That's me playing Bach, and I think it should be played like that (apart from the wrong notes and hesitations and..., but you get the point), but I'm very sure that I will hear that I play it the wrong way.
https://www.pianostreet.com/smf/index.php?topic=42425.0That's me playing Bach, and I think it should be played like that (apart from the wrong notes and hesitations and..., but you get the point), but I'm very sure that I will hear that I play it the wrong way.What do you think of that? Any ideas how to change a standart piece, into a personal piece?
You're quite a bit slower than the recorded versions I have of that work (even than Moroney on harpsichord, whose tempi are normally fairly restrained) but I think your tempo works quite well, even if you do use too much pedal. Bach does get rushed a lot by a great many performers: as though it's innately dull and can only be made interesting by playing it fast.
As for "personal readings", I think that piano performance is one of those areas where you have to learn the rules before you can break them, and it is correct for a young pianist to emulate other pianists' readings, which are likely to be based on more personal research or wider listening to recorded versions of the work.
Of course, you can play a piece any way you like, including badly, but if you hope to pass exams or win competitions you will have to conform to the expectations of those environments.
And that's my point, and my question. Why is it like that? What if I don't want to play the waldstein sonata in presto, or the Bbmajor prelude in prestissimo and ff marcatissimo in the left hand? But the Bach piece was just an example, because I play it myself. And it wasn't a "Omg, no one understands me what should I do?!?!"-typ of thread, but more like a discussion about how to make personal interpretations in common pieces, without getting slaughted by jury members.

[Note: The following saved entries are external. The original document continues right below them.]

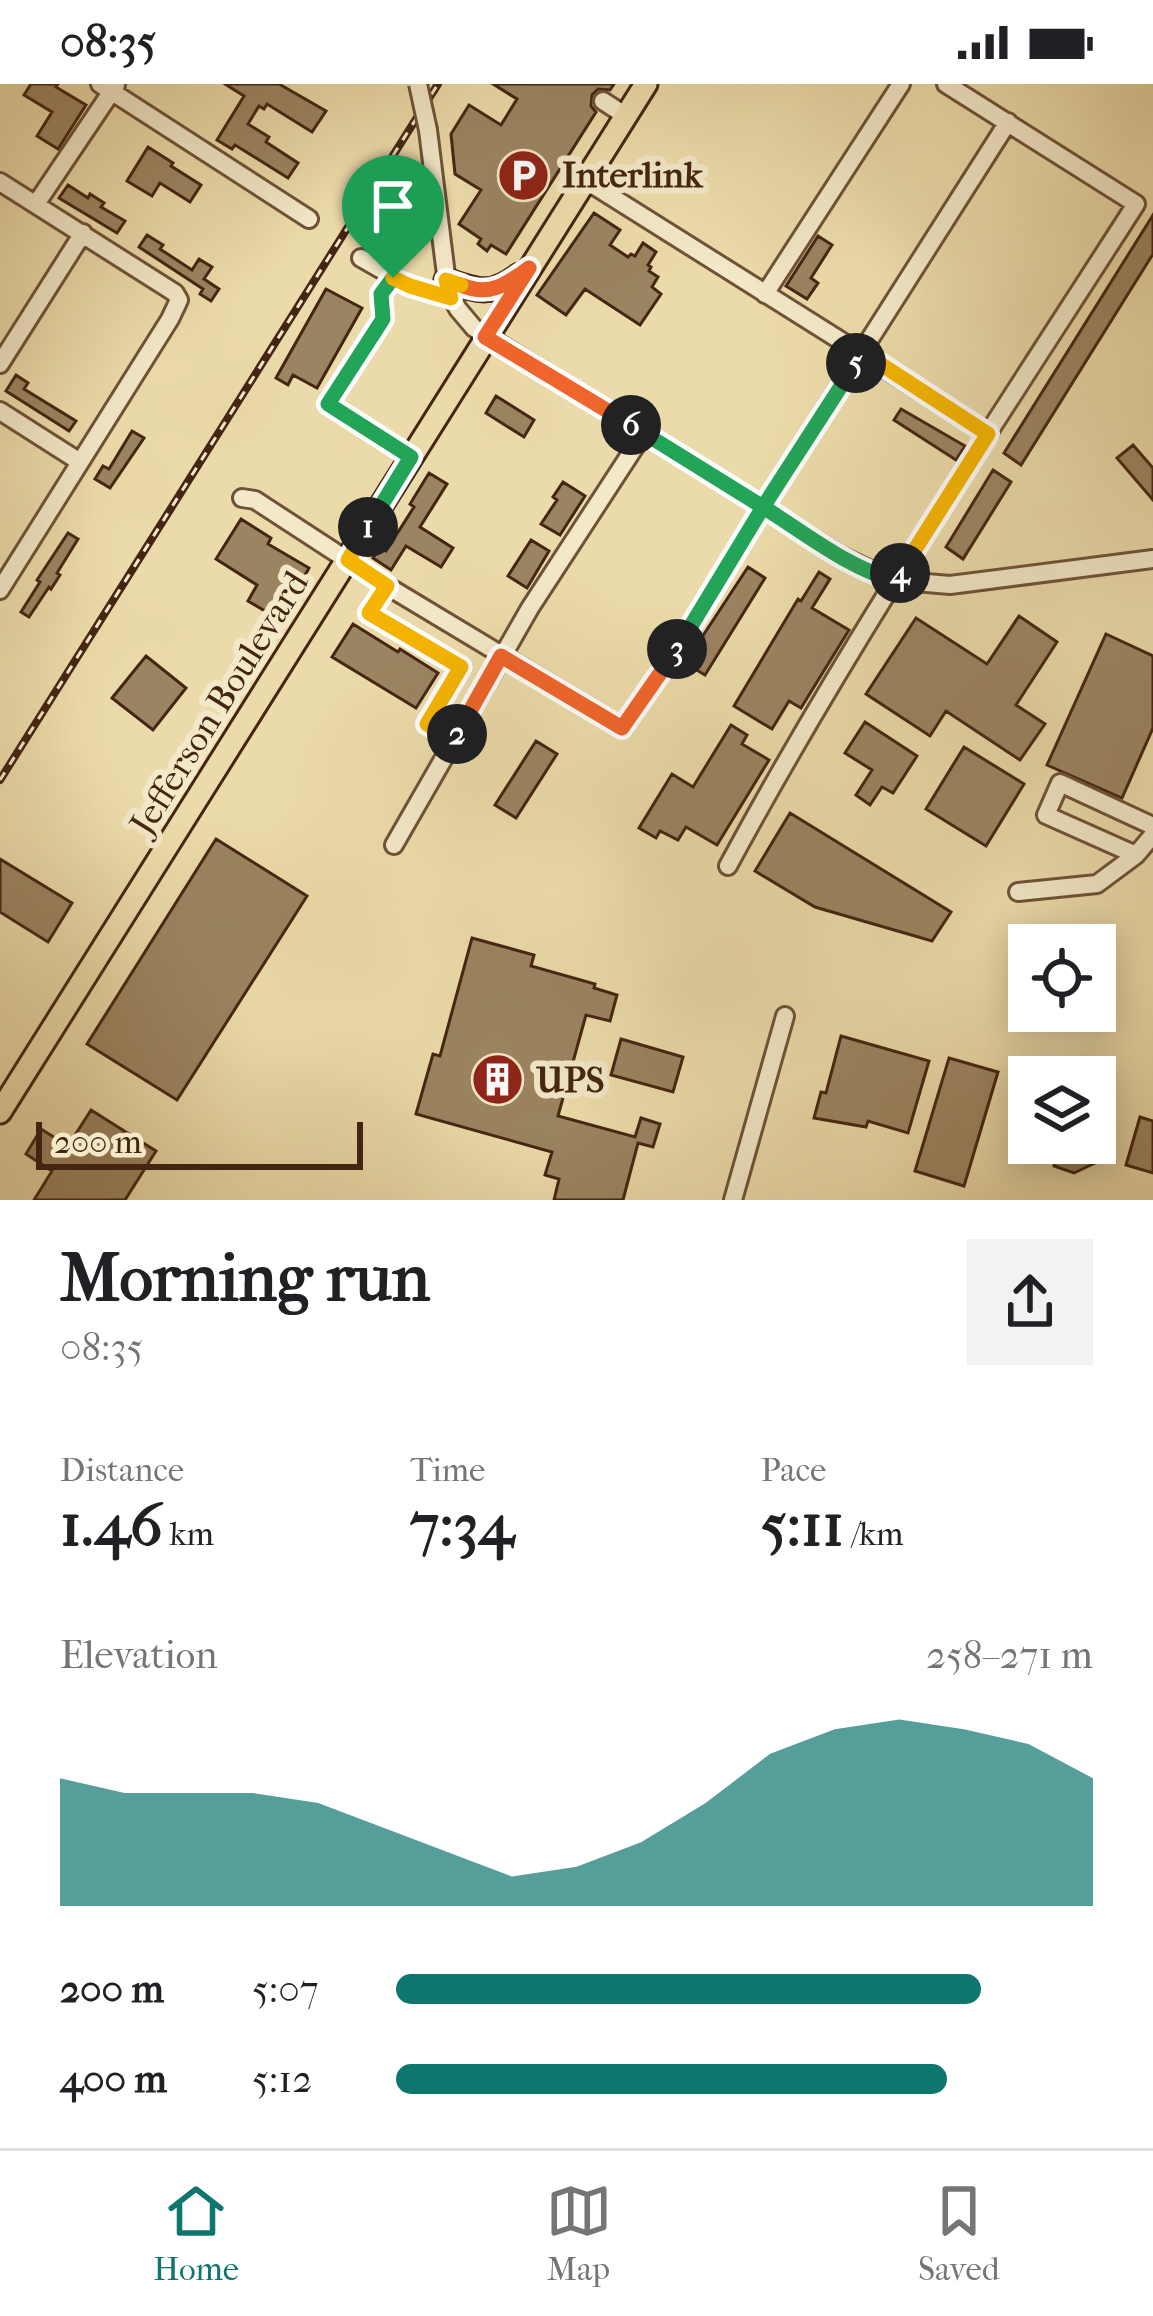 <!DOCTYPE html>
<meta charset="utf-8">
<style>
body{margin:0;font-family:"IM FELL French Canon",serif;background:#f2f2f2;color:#202124;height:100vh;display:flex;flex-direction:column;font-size:45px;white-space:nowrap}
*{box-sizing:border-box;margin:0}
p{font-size:39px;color:#757577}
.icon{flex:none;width:66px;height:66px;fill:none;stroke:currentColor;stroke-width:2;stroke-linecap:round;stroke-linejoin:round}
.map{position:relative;height:1116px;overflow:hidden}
.drawer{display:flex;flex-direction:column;background:#fff;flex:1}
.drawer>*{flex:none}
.fabs{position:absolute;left:1008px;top:840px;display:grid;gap:24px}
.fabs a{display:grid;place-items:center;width:108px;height:108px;border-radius:0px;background:#fff;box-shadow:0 6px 30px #0003;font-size:60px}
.scale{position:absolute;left:36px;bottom:30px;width:327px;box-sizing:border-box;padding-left:12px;border:6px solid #442511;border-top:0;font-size:33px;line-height:42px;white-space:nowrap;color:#442511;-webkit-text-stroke:9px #f3e8c8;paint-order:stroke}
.pin{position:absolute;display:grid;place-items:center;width:102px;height:102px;color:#fff;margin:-123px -51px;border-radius:50% 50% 50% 0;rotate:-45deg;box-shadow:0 0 12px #0007}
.pin .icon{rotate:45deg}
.km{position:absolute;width:60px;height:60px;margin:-30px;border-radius:50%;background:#222;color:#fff;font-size:33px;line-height:60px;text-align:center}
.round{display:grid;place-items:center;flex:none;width:126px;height:126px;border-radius:0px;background:#f2f2f2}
.headline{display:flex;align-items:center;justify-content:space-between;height:204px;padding:0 60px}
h1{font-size:66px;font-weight:700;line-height:90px}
.metrics{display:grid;grid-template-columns:repeat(3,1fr);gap:18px;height:204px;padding:12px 60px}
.metrics div{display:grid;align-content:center}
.metrics b{font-size:60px;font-weight:700}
.metrics small{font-size:33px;font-weight:400}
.metrics p{font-size:33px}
.chart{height:336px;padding:24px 60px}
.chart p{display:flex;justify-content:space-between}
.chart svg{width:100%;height:216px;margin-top:12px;fill:#0f766e;opacity:.7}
ul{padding:0 60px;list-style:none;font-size:39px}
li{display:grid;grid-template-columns:192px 144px 1fr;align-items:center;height:90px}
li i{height:30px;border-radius:15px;background:#0f766e}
.status{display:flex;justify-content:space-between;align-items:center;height:84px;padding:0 60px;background:#fff;direction:ltr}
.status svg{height:33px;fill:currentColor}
.tab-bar{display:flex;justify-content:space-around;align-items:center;height:168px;border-top:3px solid #e0e0e0;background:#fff;font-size:33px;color:#757577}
.tab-bar a{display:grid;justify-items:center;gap:6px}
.tab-bar .current{color:#0f766e}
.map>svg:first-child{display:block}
</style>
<div class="status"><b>08:35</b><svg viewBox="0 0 49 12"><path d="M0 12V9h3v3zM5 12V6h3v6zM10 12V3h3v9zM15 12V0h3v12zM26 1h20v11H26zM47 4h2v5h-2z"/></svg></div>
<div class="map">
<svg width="1153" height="1116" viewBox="0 0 1153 1116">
<rect width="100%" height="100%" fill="#ecdbaa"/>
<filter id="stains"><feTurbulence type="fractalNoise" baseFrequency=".00167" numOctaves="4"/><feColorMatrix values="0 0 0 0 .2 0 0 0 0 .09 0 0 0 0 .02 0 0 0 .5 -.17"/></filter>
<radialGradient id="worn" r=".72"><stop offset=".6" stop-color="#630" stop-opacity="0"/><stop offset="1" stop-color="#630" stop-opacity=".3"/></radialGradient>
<path fill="#9b8461" stroke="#442511" stroke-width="3" d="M31,0H58L56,3L86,21L58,65L37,52L52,28L24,11Z
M225,0H279L326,27L312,48L267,20L264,25L259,22L248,40L269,53L266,58L298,79L288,94L235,61L232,65L217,56L244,12Z
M493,0H614L610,6L598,5L592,11L591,22L596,28L506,170L491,161L487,167L478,160L481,155L459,140L481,106L455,90L451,50L469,21L501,41L517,15Z
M148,63L173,79L171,82L201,101L190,118L160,99L152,112L127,97Z
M390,99L404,107L414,161L370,134Z
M68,101L88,114L90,110L104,119L101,123L125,137L117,149L59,114Z
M594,129L620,146L610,161L628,173L631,170L635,172L643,159L656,168L648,181L651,183L649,187L658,193L652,203L661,210L640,241L585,205L566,231L537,211Z
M1153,131V170L1021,381L1004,369Z
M147,151L163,161L160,165L192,186L199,175L212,183L204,195L219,205L211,217L200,210L203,205L139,163Z
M818,152L832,161L811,194L818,199L807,215L786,202Z
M326,205L362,224L317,304L293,291L288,301L276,294Z
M16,291L28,299L24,305L76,337L69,347L6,307Z
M496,312L534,336L524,353L486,329Z
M901,325L965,362L956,376L894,336Z
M132,347L144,354L110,404L95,395L103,382L109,385Z
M1133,361L1153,384V416L1117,374Z
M993,386L1011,398L963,475L946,463Z
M429,389L447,400L420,443L453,464L441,483L406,462L391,486L373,474L380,463L386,467L414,423L410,420Z
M563,398L585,412L560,451L541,440L557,416L553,413Z
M241,435L271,454L268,460L309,484L280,536L248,517L257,501L216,475Z
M68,449L78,455L57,489L60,491L51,505L49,503L29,533L21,528L40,498L37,496Z
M531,456L549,467L527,504L508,492Z
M748,483L765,494L705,591L685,579Z
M819,488L830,495L812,524L849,546L801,624L789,617L772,645L734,622L798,515L801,517Z
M1019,532L1057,558L1016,621L1045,640L1020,676L946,627L930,652L866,610L916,534L987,580Z
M353,540L398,568L400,565L438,589L416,624L332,573Z
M1106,550L1153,572V644L1122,714L1047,681Z
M146,572L186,604L153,646L112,614Z
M865,638L917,672L893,709L882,703L870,721L856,711L872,686L845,669Z
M731,641L747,651L742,660L769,676L717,761L686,743L678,756L660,747L656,754L639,744L672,690L693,703Z
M536,657L557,670L516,734L495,721Z
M964,663L1024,700L986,762L926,725Z
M790,729L951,828L932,857L815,823L755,787Z
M216,755L307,812L177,1016L87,960Z
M0,775L72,819L48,858L0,828Z
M472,854L534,871L531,882L595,900L594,904L617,911L610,937L586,931L558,1032L635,1053L641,1034L660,1040L653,1063L638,1059L623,1116H554L559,1095L545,1091L552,1068L416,1030L433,970L440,972Z
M841,952L929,977L908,1049L868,1037L866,1043L814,1034L821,1008L826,1009Z
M621,955L683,973L673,1008L611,991Z
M949,974L998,988L964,1102L915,1087Z
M1095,1008L1113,1015L1095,1079L1074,1089L1054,1082L1060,1059H1095Z
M91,1026L156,1067L125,1116H34L52,1087L26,1070L41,1045L68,1062Z
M1140,1033L1153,1037V1089L1126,1081Z"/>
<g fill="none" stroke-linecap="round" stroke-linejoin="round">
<defs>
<path id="minor" d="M100,0L309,135
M603,17L626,32
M428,46L448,207L458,225L474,244L841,472L891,496L950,501L1153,475
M585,96L989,350
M0,98L175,209L179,216L170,235L0,506
M36,120L116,1
M361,174L410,202L451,213
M393,194L381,210L383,235L329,320L411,373
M765,210L901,0
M0,280L83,149
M0,327L80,378
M242,414L255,416L387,502L623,644L685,553L763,423L1008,38
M387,502L369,529L462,583L427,640L454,655
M1153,742L1060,699L1046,731L1136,771L1153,751
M394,761L530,524L644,349
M728,782C851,554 996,338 1136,120L946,0
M1018,808L1097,800L1136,771
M733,1116L785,932"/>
<path id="major" d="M446,196C478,207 490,213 519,191
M0,1028L646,0"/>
</defs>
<use href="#minor" stroke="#6e5237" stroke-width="22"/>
<use href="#major" stroke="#442511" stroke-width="27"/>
<use href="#minor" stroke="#f3e8c8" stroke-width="16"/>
<use href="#major" stroke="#ecdbaa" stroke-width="21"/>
<defs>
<path id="rail" d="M0,696L438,0"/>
</defs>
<use href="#rail" stroke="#442511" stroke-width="8"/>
<use href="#rail" stroke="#f3e8c8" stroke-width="3" stroke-dasharray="9" stroke-linecap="butt"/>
<defs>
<path id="minor-bridge" d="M418,0L428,46"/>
</defs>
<use href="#minor-bridge" stroke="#6e5237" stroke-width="22" stroke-linecap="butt"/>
<use href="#minor-bridge" stroke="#f3e8c8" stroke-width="16"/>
</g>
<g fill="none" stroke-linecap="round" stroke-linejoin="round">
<defs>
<path id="split-1" d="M368,443L411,373L328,320L383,235L381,210L393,194"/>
<path id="split-2" d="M368,443L348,476L387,502L369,529L461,583L427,640L454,656L457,650"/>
<path id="split-3" d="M457,650L501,572L622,644L677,565"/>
<path id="split-4" d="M677,565L763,423C805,449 848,484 896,497L900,489"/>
<path id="split-5" d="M856,279L862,268L988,350L900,489"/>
<path id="split-6" d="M631,341L763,423L856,279"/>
<path id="split-7" d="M461,201C489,213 506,201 529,184L485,253L631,341"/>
<path id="split-8" d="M393,194L410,202L451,214L446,196L461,201"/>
</defs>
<use href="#split-1" stroke="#fff" stroke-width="24"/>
<use href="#split-2" stroke="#fff" stroke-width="24"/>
<use href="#split-3" stroke="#fff" stroke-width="24"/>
<use href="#split-4" stroke="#fff" stroke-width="24"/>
<use href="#split-5" stroke="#fff" stroke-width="24"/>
<use href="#split-6" stroke="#fff" stroke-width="24"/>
<use href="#split-7" stroke="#fff" stroke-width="24"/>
<use href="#split-8" stroke="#fff" stroke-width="24"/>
<use href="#split-1" stroke="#22a559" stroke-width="15"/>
<use href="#split-2" stroke="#f5b400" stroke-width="15"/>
<use href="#split-3" stroke="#f0652b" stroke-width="15"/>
<use href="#split-4" stroke="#22a559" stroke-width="15"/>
<use href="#split-5" stroke="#f5b400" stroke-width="15"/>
<use href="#split-6" stroke="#22a559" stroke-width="15"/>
<use href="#split-7" stroke="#f0652b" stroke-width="15"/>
<use href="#split-8" stroke="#f5b400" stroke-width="15"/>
</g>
<defs>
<symbol id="parking-disc" viewBox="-11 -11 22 22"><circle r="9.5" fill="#8f2418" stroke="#f3e8c8"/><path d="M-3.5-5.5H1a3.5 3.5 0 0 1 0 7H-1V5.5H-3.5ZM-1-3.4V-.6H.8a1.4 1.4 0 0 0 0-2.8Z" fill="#fff"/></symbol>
<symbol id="building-disc" viewBox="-11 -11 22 22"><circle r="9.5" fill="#8f2418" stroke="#f3e8c8"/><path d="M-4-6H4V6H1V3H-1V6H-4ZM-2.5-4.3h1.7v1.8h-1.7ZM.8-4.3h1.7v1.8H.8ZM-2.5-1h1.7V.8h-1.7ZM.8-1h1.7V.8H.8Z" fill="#fff"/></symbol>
</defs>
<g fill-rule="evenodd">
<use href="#parking-disc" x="494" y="62" width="59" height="59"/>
<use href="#building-disc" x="468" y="966" width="59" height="59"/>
</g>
<g text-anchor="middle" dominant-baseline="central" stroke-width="12" stroke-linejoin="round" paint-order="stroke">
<g font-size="36" font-weight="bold" fill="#442511" stroke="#f3e8c8" text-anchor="start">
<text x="562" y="91">Interlink</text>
<text x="536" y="996">UPS</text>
</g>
<g font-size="36" fill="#442511" stroke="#f3e8c8">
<text transform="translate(219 619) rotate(-58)">Jefferson Boulevard</text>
</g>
</g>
<rect width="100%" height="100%" filter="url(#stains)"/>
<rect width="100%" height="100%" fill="url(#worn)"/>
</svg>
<div class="fabs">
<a><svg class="icon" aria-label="locate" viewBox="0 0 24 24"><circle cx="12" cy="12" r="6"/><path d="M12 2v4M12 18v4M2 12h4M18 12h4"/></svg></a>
<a><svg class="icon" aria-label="layers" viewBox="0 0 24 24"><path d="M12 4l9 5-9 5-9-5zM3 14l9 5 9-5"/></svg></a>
</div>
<div class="scale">200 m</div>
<div class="pin" style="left:393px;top:194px;background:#1e9e55"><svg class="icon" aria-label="arrive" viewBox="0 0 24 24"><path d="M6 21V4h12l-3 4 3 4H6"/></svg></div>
<b class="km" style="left:368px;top:443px">1</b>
<b class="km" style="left:457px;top:650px">2</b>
<b class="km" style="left:677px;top:565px">3</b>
<b class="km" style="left:900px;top:489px">4</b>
<b class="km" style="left:856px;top:279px">5</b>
<b class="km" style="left:631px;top:341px">6</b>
</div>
<section class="drawer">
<div class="headline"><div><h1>Morning run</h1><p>08:35</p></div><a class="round"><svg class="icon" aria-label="share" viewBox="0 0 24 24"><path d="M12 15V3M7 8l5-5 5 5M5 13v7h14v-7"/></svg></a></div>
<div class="metrics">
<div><p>Distance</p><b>1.46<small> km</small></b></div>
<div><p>Time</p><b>7:34</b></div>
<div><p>Pace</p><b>5:11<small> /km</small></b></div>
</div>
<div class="chart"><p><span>Elevation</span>258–271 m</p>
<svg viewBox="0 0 160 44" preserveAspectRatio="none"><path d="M0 44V18L10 21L20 21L30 21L40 23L50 28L60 33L70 38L80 36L90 31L100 23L110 13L120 8L130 6L140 8L150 11L160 18V44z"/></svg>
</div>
<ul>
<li><b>200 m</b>5:07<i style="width:84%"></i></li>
<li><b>400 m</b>5:12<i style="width:79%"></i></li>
</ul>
</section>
<nav class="tab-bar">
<a class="current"><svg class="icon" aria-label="home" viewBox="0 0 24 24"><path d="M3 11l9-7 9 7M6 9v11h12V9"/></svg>Home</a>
<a><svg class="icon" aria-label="map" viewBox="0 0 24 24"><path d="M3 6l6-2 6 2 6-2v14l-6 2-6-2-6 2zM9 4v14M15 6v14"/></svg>Map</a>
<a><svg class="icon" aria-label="saved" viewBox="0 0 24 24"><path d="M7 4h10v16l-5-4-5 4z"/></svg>Saved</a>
</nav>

It's worth trying to see it from the perspective of your listeners. If an examiner has to listen to the same piece played over and over again, s/he has a choice when faced with any performer: either treat the next performer as a potential genius who has seen into the true heart of a piece or treat the next performer as a potential fool who has never bothered to listen to the way the piece is commonly played. What with the number of fools, as against the number of geniuses, isn't it fair for the examiner to think that an eccentric performance of a piece is evidence of folly?